1988 Australian Local Government referendum
| 3 September 1988 |
- Outcome: Not carried, A majority "no" vote nationally and in all six states.

Results
| Choice | Votes | % |
| Yes | 3,163,488 | 33.61% |
| No | 6,248,166 | 66.39% |
| Valid votes | 9,411,654 | 98.68% |
| Invalid or blank votes | 126,071 | 1.32% |
| Total votes | 9,537,725 | 100.00% |
| Registered voters/turnout | 10,362,959 | 92.04% |
- Results by federal electoral division

= 1988 Australian referendum (Local Government) =

Unsuccessful constitutional proposal

The Constitution Alteration (Local Government) Bill 1988, was an unsuccessful proposal to alter the Australian Constitution to require that the states maintain a system of democratically elected local government. The amendment would have prevented states from abolishing their local governments or removing elections for them entirely if they so chose to do.

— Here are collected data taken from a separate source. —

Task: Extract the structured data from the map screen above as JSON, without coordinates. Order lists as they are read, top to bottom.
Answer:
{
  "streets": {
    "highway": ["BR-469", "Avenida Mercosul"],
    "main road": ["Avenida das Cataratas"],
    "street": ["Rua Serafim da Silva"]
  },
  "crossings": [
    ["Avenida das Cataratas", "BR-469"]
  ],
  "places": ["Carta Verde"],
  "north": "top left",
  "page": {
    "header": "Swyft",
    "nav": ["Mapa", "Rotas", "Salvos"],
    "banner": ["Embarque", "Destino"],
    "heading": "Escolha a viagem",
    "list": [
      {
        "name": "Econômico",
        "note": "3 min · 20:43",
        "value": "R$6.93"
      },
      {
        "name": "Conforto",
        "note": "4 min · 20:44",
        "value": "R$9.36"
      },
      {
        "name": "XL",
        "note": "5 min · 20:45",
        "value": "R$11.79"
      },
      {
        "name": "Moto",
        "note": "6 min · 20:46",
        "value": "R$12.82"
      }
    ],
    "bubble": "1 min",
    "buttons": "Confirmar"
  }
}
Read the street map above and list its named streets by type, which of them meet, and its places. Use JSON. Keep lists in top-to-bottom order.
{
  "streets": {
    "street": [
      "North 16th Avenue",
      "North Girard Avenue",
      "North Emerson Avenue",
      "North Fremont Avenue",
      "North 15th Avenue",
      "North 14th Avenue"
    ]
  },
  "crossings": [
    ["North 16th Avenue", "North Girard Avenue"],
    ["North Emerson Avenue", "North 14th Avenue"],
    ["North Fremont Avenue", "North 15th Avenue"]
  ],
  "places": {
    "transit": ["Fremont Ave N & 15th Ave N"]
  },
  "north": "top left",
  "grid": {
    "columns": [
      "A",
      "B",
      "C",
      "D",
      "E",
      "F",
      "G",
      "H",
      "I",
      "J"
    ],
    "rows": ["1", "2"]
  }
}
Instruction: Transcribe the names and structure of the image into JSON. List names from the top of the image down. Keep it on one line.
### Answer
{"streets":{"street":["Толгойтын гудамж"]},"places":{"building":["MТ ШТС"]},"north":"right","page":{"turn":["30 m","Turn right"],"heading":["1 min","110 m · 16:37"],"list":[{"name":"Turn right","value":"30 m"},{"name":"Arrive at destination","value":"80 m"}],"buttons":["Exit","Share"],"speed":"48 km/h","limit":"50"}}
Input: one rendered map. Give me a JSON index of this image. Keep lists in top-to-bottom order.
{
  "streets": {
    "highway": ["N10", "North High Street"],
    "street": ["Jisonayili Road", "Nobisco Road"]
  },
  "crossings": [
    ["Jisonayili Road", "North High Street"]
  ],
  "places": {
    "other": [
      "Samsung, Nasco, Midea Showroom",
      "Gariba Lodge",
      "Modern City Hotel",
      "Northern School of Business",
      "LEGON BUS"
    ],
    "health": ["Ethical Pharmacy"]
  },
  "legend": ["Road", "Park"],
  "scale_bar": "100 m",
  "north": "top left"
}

It was put to voters for approval in a referendum held on 3 September 1988.

The structure of the Constitution primarily deals with the federal level and its relationship with the states, and therefore leaves the issue of local government to the states. The failure of this did not make local government unconstitutional, state parliaments are still free to establish systems of local governments through legislation under section 107 of the Federal Constitution. Each state has provided for constitutional recognition in its respective state constitution.

The "no" campaign in 1988 argued that this change would undermine states' rights, i.e. that it would move – or make it possible to move – some power from state governments to local governments.

==Question==

A Proposed Law: To alter the Constitution to recognise local government.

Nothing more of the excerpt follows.